**What is expected**
Take each line from the entries that holds "names" and copy it out.

**Data**

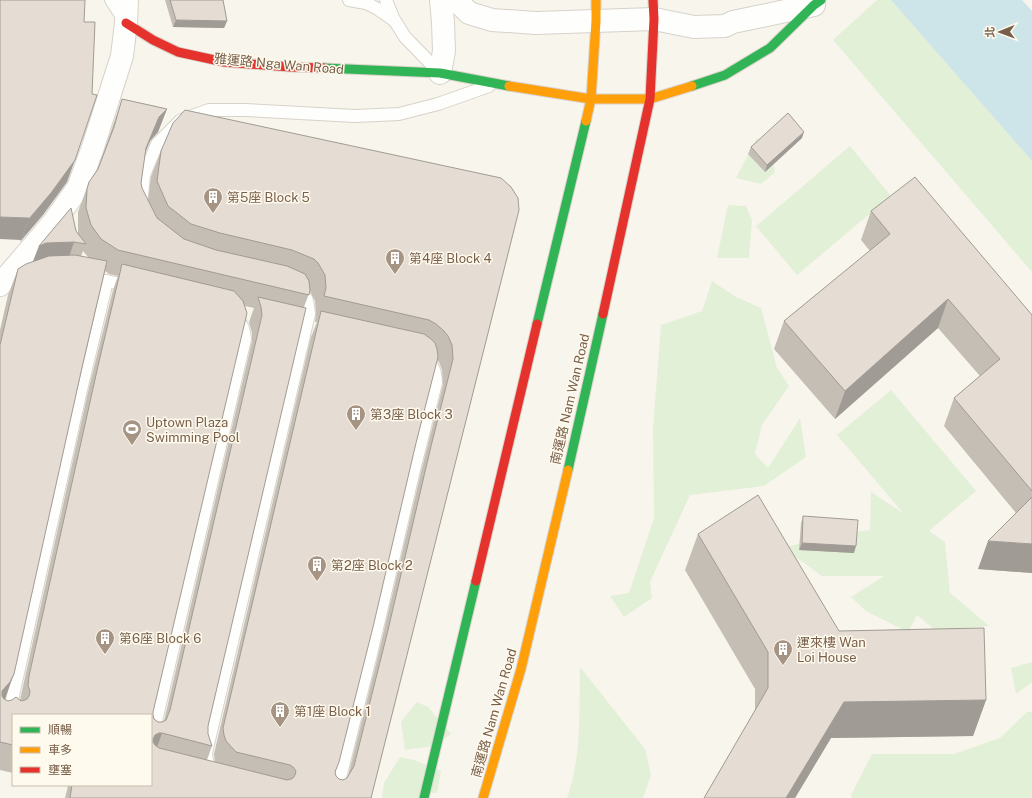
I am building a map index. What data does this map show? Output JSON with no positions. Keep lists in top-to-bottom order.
{
  "streets": {
    "main road": ["雅運路 Nga Wan Road", "南運路 Nam Wan Road"]
  },
  "crossings": [
    ["雅運路 Nga Wan Road", "南運路 Nam Wan Road"]
  ],
  "places": {
    "building": [
      "第5座 Block 5",
      "第4座 Block 4",
      "第3座 Block 3",
      "第2座 Block 2",
      "第6座 Block 6",
      "運來樓 Wan Loi House",
      "第1座 Block 1"
    ],
    "sports": ["Uptown Plaza Swimming Pool"]
  },
  "legend": ["順暢", "車多", "壅塞"],
  "north": "left"
}
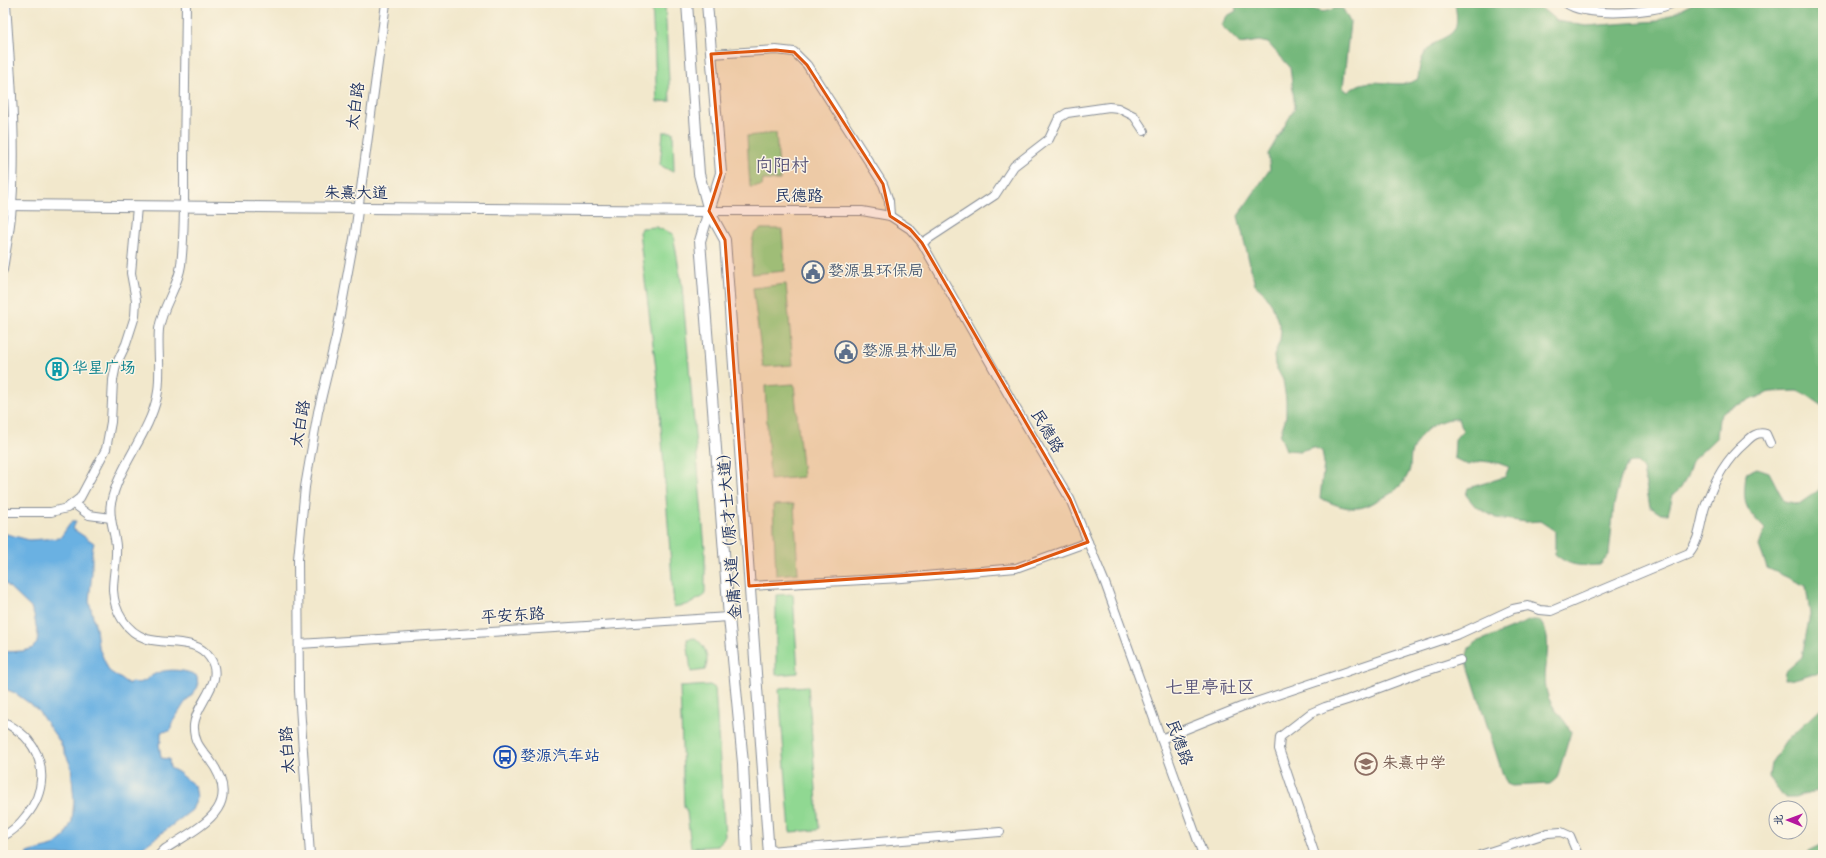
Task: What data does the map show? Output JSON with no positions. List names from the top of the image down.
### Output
{
  "streets": {
    "main road": ["朱熹大道", "金庸大道（原才士大道）"],
    "street": ["太白路", "民德路", "平安东路"]
  },
  "crossings": [
    ["太白路", "朱熹大道"],
    ["太白路", "平安东路"],
    ["朱熹大道", "民德路"],
    ["朱熹大道", "金庸大道（原才士大道）"],
    ["民德路", "金庸大道（原才士大道）"],
    ["金庸大道（原才士大道）", "平安东路"]
  ],
  "districts": ["向阳村", "七里亭社区"],
  "places": {
    "public building": ["婺源县环保局", "婺源县林业局"],
    "building": ["华星广场"],
    "bus stop": ["婺源汽车站"],
    "school or university": ["朱熹中学"]
  },
  "north": "left"
}
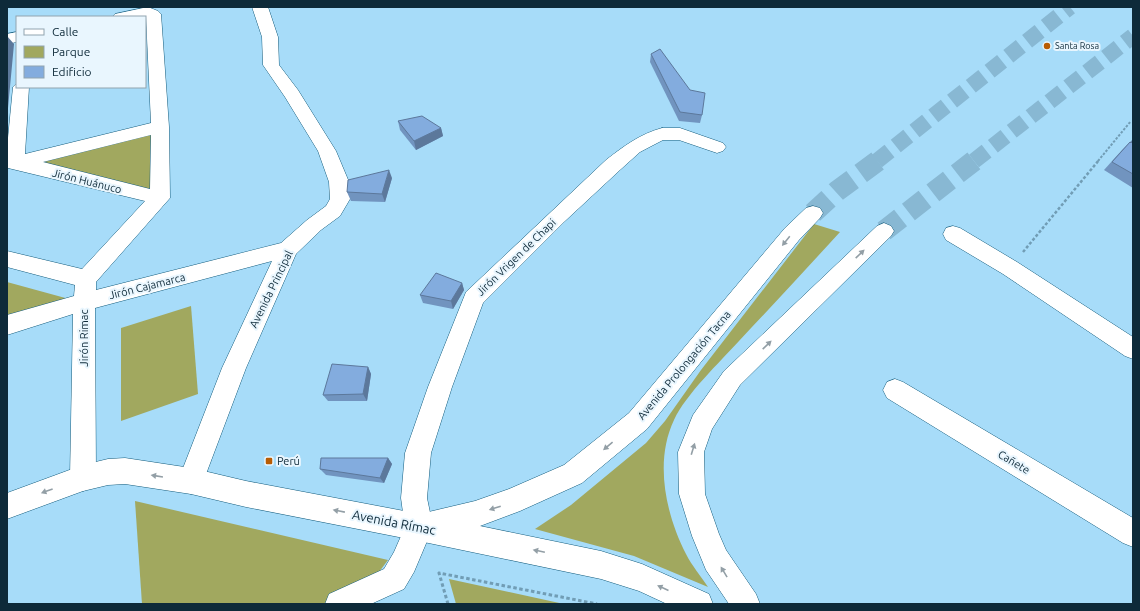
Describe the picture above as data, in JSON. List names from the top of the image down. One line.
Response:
{"streets":{"street":["Jirón Huánuco","Jirón Vrigen de Chapi","Jirón Cajamarca","Avenida Principal","Jirón Rimac","Avenida Prolongación Tacna","Cañete","Avenida Rímac"]},"crossings":[["Jirón Vrigen de Chapi","Avenida Prolongación Tacna"],["Jirón Vrigen de Chapi","Avenida Rímac"],["Jirón Cajamarca","Avenida Principal"],["Jirón Cajamarca","Jirón Rimac"],["Avenida Principal","Avenida Rímac"],["Jirón Rimac","Avenida Rímac"],["Avenida Prolongación Tacna","Avenida Rímac"]],"one_way":["Avenida Prolongación Tacna","Avenida Rímac"],"places":{"other":["Santa Rosa"],"transit":["Perú"]},"legend":["Calle","Parque","Edificio"]}
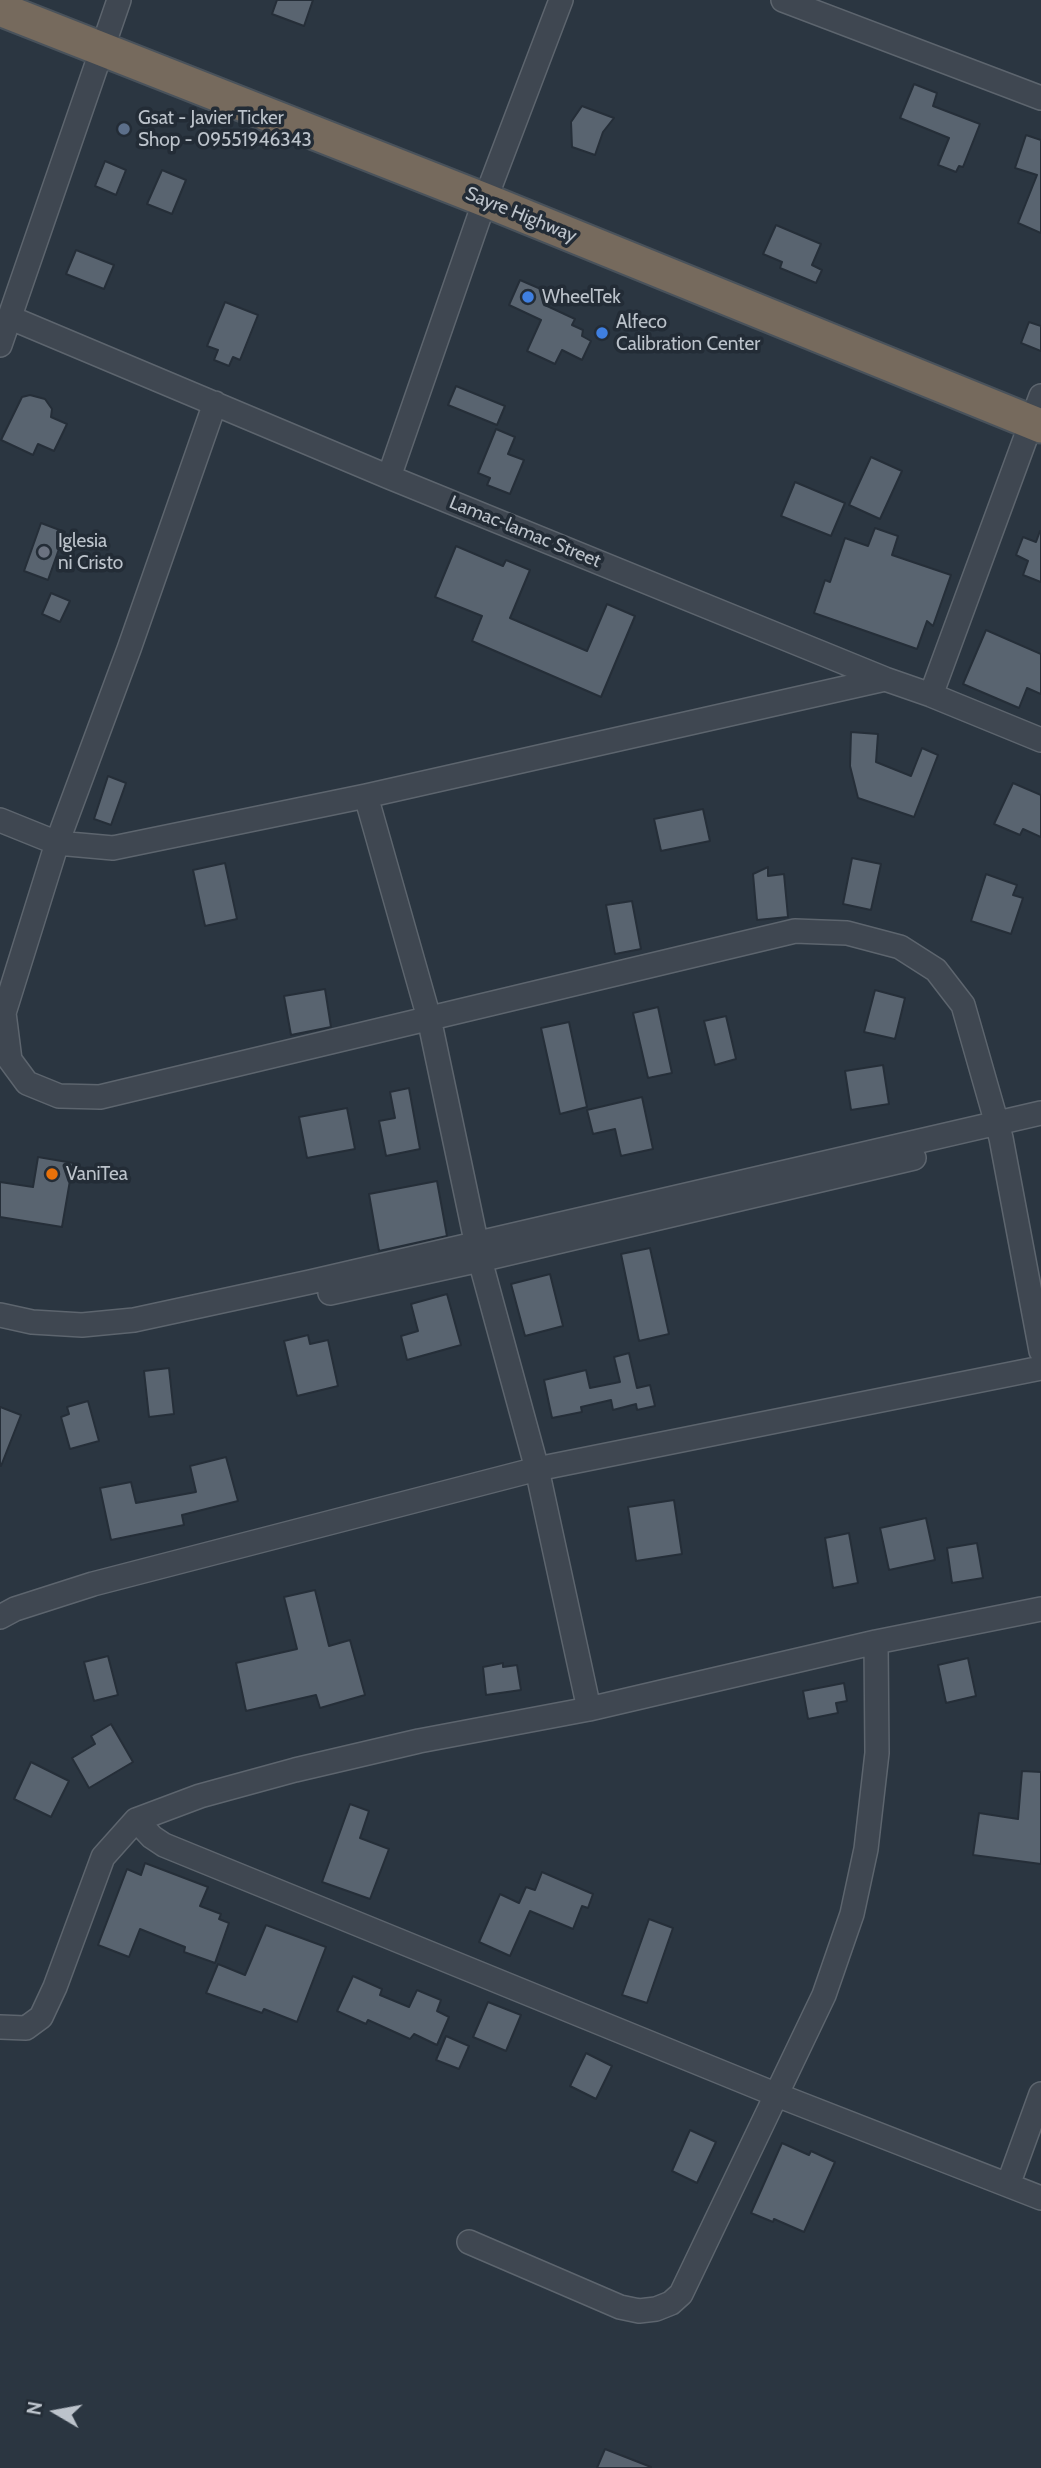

**Written solution**
Task: What data does the map show? Output JSON with no positions. List names from the top of the image down.
Describe the picture above as data, in JSON. List names from the top of the image down. One line.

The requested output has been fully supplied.